IEEE/ACM Trans Comput Biol Bioinform. 2020 Sep-Oct;17(5):1714-1720. doi: 10.1109/TCBB.2019.2898943. Epub 2019 Feb 12.
Fusion peptide (FP) is a pivotal domain for the entry of retrovirus into host cells to continue self-replication. The crucial role indicates that FP is a promising drug target for therapeutic intervention.
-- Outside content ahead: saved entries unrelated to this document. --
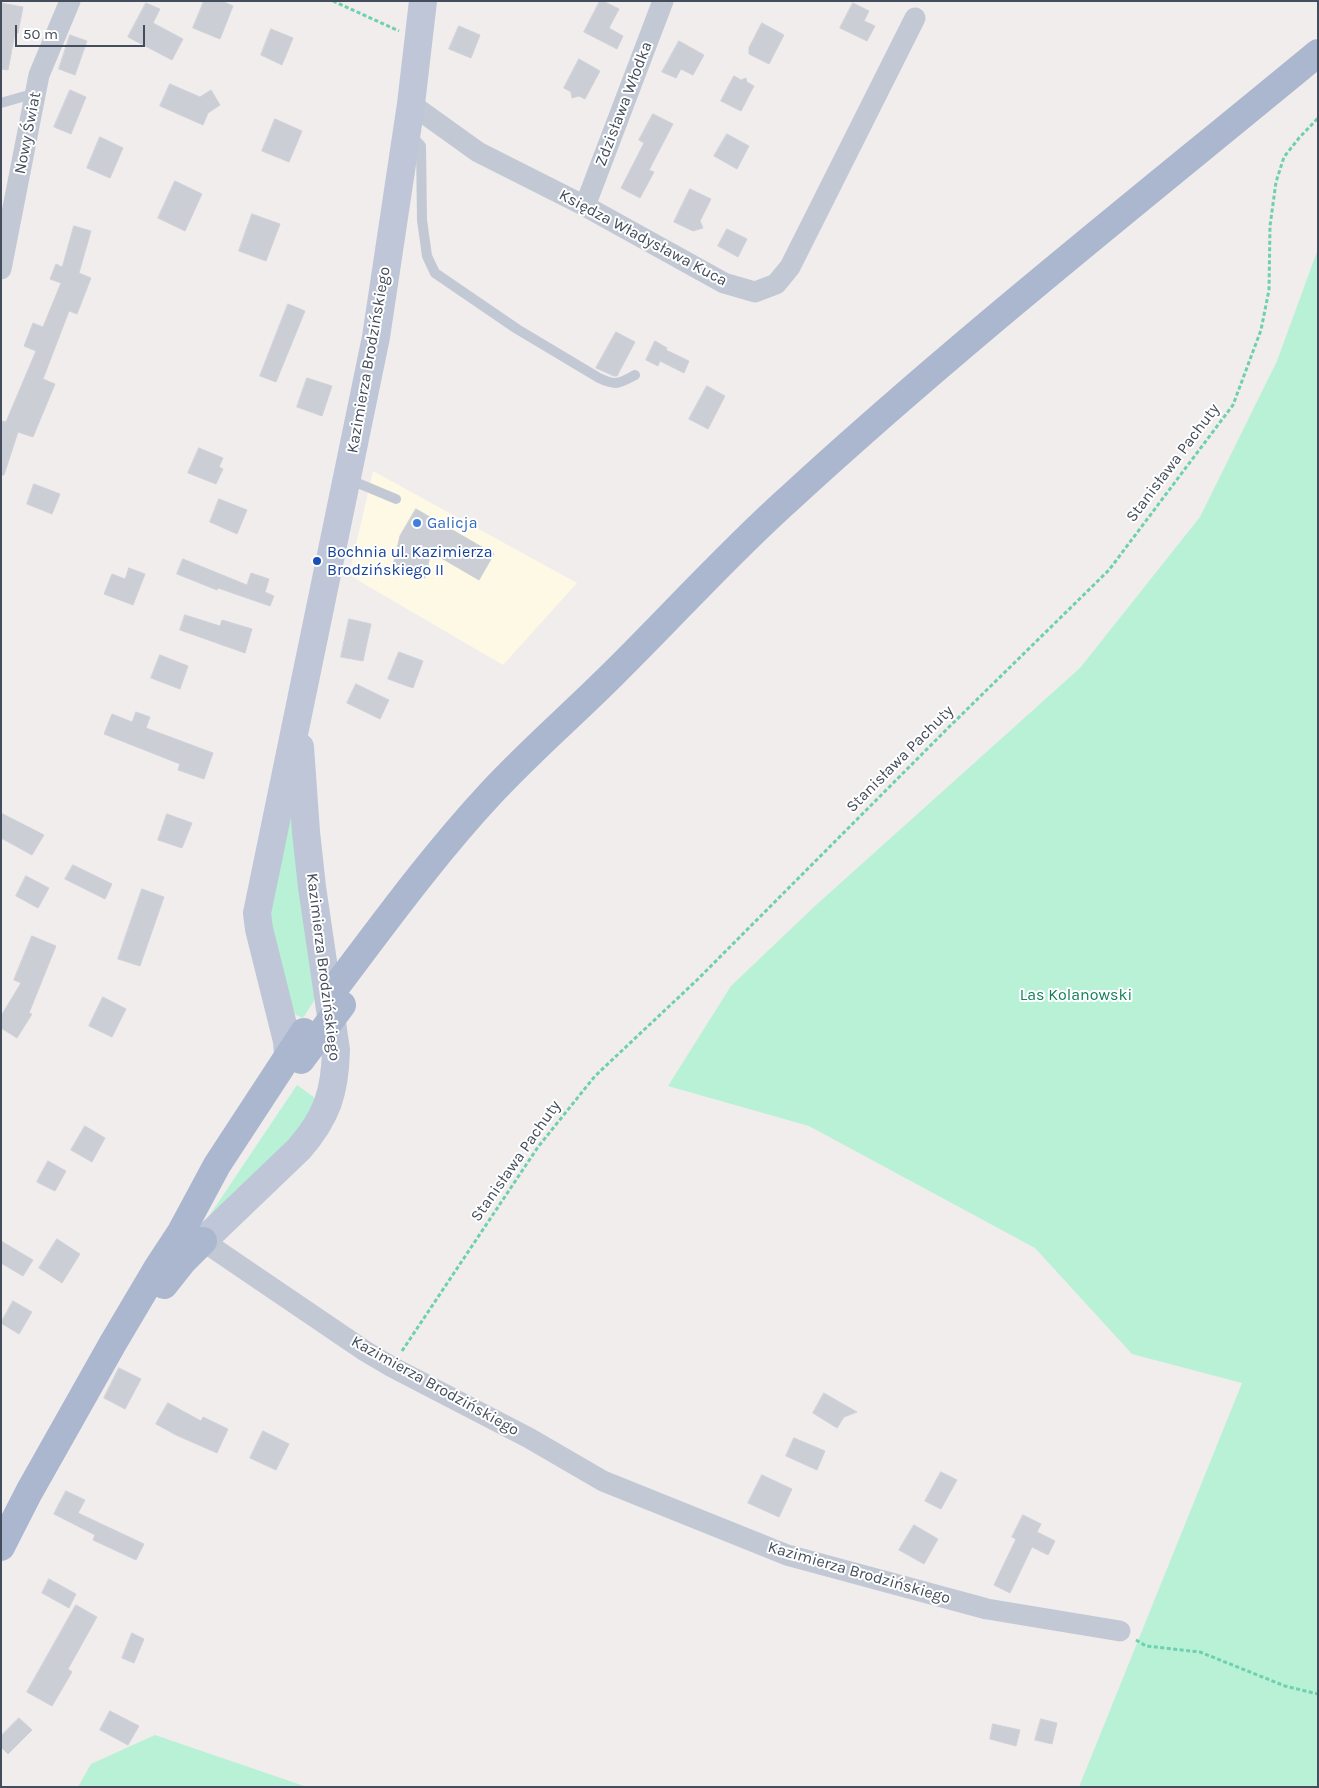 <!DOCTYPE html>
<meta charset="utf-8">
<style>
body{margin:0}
#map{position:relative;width:1319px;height:1788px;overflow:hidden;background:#f0edec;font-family:Karla,sans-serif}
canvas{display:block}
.frame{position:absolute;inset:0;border:2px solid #444d5b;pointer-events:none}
.scale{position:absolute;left:15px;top:25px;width:130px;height:22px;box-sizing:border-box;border:2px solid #444d5b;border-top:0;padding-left:6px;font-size:15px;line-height:18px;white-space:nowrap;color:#444d5b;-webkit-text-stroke:4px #fff;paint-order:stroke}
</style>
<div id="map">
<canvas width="1319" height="1788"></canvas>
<div class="frame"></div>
<div class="scale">50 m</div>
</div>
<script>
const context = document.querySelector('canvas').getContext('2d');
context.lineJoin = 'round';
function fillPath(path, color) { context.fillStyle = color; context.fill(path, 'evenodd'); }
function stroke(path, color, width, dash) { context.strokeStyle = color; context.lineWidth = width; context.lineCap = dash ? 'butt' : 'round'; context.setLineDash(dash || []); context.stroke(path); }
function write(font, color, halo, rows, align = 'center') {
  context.font = font + ' Karla,sans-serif'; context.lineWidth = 4; context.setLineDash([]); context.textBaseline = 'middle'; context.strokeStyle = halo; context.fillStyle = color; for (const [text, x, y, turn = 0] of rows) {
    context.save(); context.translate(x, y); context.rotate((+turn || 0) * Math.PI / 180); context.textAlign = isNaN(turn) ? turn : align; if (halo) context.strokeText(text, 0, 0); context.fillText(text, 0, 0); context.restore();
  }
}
const commercial = new Path2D(`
 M373,471L577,583L503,665L349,575Z`);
const green = new Path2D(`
 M1318,249V1787H1079L1242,1383L1132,1354L1035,1248L809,1126L668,1086L731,986L815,906L1080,668L1200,517L1277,361Z
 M292,784L319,993L303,1018L296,1015L287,999L269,912Z
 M297,1085L315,1098L307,1121L187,1249Z
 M155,1735L307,1787H78L91,1764Z`);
const building = new Path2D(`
 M204,1H222L233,6L220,39L193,28Z
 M600,1H603L619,9L609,28L623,36L617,49L584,32Z
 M1,3L23,7L18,33H15L8,70L1,69Z
 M146,3L160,9L153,23L183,39L172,60L128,37Z
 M853,3L869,11L864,21L875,26L867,41L840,28Z
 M762,23L784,35L769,64L749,54V48Z
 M459,26L480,35L471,58L449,49Z
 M271,29L293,38L282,65L261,55Z
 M70,35L87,41L75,75L59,69Z
 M679,41L704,55L693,75L681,69L676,78L662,72Z
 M579,59L600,71L585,99L579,96L572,98L571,92L564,88Z
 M734,76L741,80L746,78L747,82L754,86L741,111L721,101Z
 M170,84L200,97L211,90L220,105L208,113L203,125L160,106Z
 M70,90L86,97L71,134L54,127Z
 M653,114L673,124L649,170L654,172L640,198L621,188L644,143L639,140Z
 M275,119L302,131L289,162L262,151Z
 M727,134L749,146L737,169L714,156Z
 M100,137L123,148L110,178L87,168Z
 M175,181L202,194L185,231L158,218Z
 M690,189L711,199L700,221L703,228L693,231L674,222Z
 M252,214L280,224L266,261L239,251Z
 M74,226L91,231L79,273L91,278L77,314L69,311L43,379L55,384L33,437L18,432L4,475H1V421L6,422L36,351L24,346L33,323L43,327L61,283L50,279L56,264L62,267Z
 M727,229L747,239L738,257L718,246Z
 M288,304L305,311L276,382L260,376Z
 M616,332L635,342L617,376H614L596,368Z
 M655,341L667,348L666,350L689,361L684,373L660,361L658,366L646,360Z
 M307,378L332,386L322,416L297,407Z
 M707,386L725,396L708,429L689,419Z
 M199,448L223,458L219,467L223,469L216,484L188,473Z
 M34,484L60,494L52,514L27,504Z
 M219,499L247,510L237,534L210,522Z
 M416,509L494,554L479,580L431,552L425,578L392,570L400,536Z
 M183,559L247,585L251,573L269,579L265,592L274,596L270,606L218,588L217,590L177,574Z
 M129,568L145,574L133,605L104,594L112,574L125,579Z
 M185,615L220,626L222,620L252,629L245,653L180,630Z
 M349,619L371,624L363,661L341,657Z
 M399,652L423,661L413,688L388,679Z
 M160,655L188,666L180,689L151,678Z
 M356,684L389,700L380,719L347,703Z
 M136,712L150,717L146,728L213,753L204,779L178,770L180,764L104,734L112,714L132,722Z
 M1,813L44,835L32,855L1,838Z
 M167,814L192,823L182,848L158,840Z
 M73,865L112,884L105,899L65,879Z
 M26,876L49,888L38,908L16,896Z
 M142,889L164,897L140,966L118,959Z
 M32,936L56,946L29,1013L32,1014L17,1038L1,1028V1016L21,983L14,980Z
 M103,997L126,1009L112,1037L89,1026Z
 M85,1126L105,1138L92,1162L71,1150Z
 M48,1161L66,1171L55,1191L37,1182Z
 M57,1239L80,1254L62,1283L39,1268Z
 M1,1241L33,1260L23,1276L1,1263Z
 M13,1301L32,1312L19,1334L1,1323Z
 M119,1368L141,1379L125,1409L104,1398Z
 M824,1393L841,1403L857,1412L844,1417L837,1428L813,1413Z
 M168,1403L201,1421L203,1417L228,1429L217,1453L176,1435L156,1424Z
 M263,1431L289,1444L276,1470L250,1458Z
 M794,1438L825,1451L817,1470L786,1456Z
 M941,1472L957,1480L941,1509L925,1501Z
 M762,1475L792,1489L779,1517L748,1503Z
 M66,1491L85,1500L78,1513L144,1544L136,1560L93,1540L95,1535L54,1514Z
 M1023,1515L1041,1524L1037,1532L1055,1541L1048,1555L1032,1547L1010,1593L994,1585L1016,1539L1012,1537Z
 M914,1525L938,1539L924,1564L899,1550Z
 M49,1579L76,1594L69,1608L42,1593Z
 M76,1605L97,1617L68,1669L72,1672L52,1706L27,1692Z
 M132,1633L144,1639L134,1663L122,1658Z
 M110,1711L139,1726L128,1745L100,1730Z
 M19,1718L32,1730L8,1754L1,1747V1736Z
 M1041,1719L1057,1723L1052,1744L1035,1740Z
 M993,1724L1020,1730L1016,1746L990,1739Z`);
const path = new Path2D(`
 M333,1L399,31
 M402,1351L538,1147L595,1076L697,980L949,727L1109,570L1233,405L1261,330L1269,290L1270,226L1276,182L1284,157L1299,138L1318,118
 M1136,1640L1146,1646L1200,1652L1285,1686L1318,1694`);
const lane = new Path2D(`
 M1,103L36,93
 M410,134L421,146L422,220L427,256L435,273L517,329L599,378C616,386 618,384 635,375
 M348,479L396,499`);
const street = new Path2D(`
 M411,104L478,152L585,206L724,283L755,292L776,284L790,267L915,18
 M585,206L663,1
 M1,269L39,75L70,1
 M203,1241L365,1351L392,1367L529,1438L603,1481L787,1555L987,1609L1120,1631`);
const secondary = new Path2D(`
 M288,1054L287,1041L259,929L257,913L376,337L411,104L423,1
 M203,1241L299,1149C327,1117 335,1092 336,1050L312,887L306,832L300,747`);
const primary = new Path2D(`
 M338,984C387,919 436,852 491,793C530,751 573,714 613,674C673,615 729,552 792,496C961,341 1141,199 1318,53
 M164,1285L183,1261L203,1241
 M1,1547L29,1492L113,1343L158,1267L181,1232L217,1165L304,1032`);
const primaryBridge = new Path2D(`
 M301,1060L342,1005`);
const markers = [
 [417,523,5,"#3f7fe0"],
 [317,561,5,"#1a4fb4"]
];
const streetNames = [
 ["Zdzisława Włodka",624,104,-69],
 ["Nowy Świat",28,133,-79],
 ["Księdza Władysława Kuca",643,238,28],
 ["Kazimierza Brodzińskiego",369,360,-80],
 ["Stanisława Pachuty",1173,463,-53],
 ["Stanisława Pachuty",900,759,-45],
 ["Kazimierza Brodzińskiego",323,967,83],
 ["Stanisława Pachuty",516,1161,-55],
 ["Kazimierza Brodzińskiego",435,1386,29],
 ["Kazimierza Brodzińskiego",859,1573,16]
];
const shopNames = [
 ["Galicja",427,523]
];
const transitNames = [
 ["Bochnia ul. Kazimierza",327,552],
 ["Brodzińskiego II",327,570]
];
const parkNames = [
 ["Las Kolanowski",1076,995]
];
fillPath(commercial, '#fdf9e4');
fillPath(green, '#b8f1d6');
fillPath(building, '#cbced5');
stroke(building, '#d0d1d9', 1);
stroke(path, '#6ed0af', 3, [4, 2.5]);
stroke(lane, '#c2c9d5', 10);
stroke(street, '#c2c9d5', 21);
stroke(secondary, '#bec6d7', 28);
stroke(primary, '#abb7ce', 28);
stroke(primaryBridge, '#abb7ce', 28);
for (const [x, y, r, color] of markers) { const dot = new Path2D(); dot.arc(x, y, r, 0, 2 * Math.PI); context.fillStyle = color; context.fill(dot); stroke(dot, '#fff', 2); }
write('16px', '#444d5b', '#fff', streetNames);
write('16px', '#366cbe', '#fff', shopNames, 'left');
write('16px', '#164399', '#fff', transitNames, 'left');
write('16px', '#128059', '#fff', parkNames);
</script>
A FP model proposed in our previous work is relatively not efficient to predict FP in retroviruses. Thus in this work, we come up with a new computational model to predict FP domains in all the retroviruses. It basically predicts FP domains through recognizing their start and end sites separately with SVM method combing the hydrophobicity knowledge of the subdomain around furin cleavage site. The classification accuracy rates are 91.91, 91.20 and 89.13 percent respectively corresponding to jack-knife, 10-fold cross-validation and 5-fold cross-validation test. Second, this model discovered 69,753 and 493 putative FPs after scanning amino acid sequences and HERV DNA sequences both without FP annotations. Subsequently, a statistical analysis was performed on the 69,753 putative FP sequences, which confirms that FP is a hydrophobic domain. Lastly, we depicted the distribution of the 493 putative FP sequences on each human chromosome and each HERV family, which shows that FP of HERV probably has chromosome and family preference.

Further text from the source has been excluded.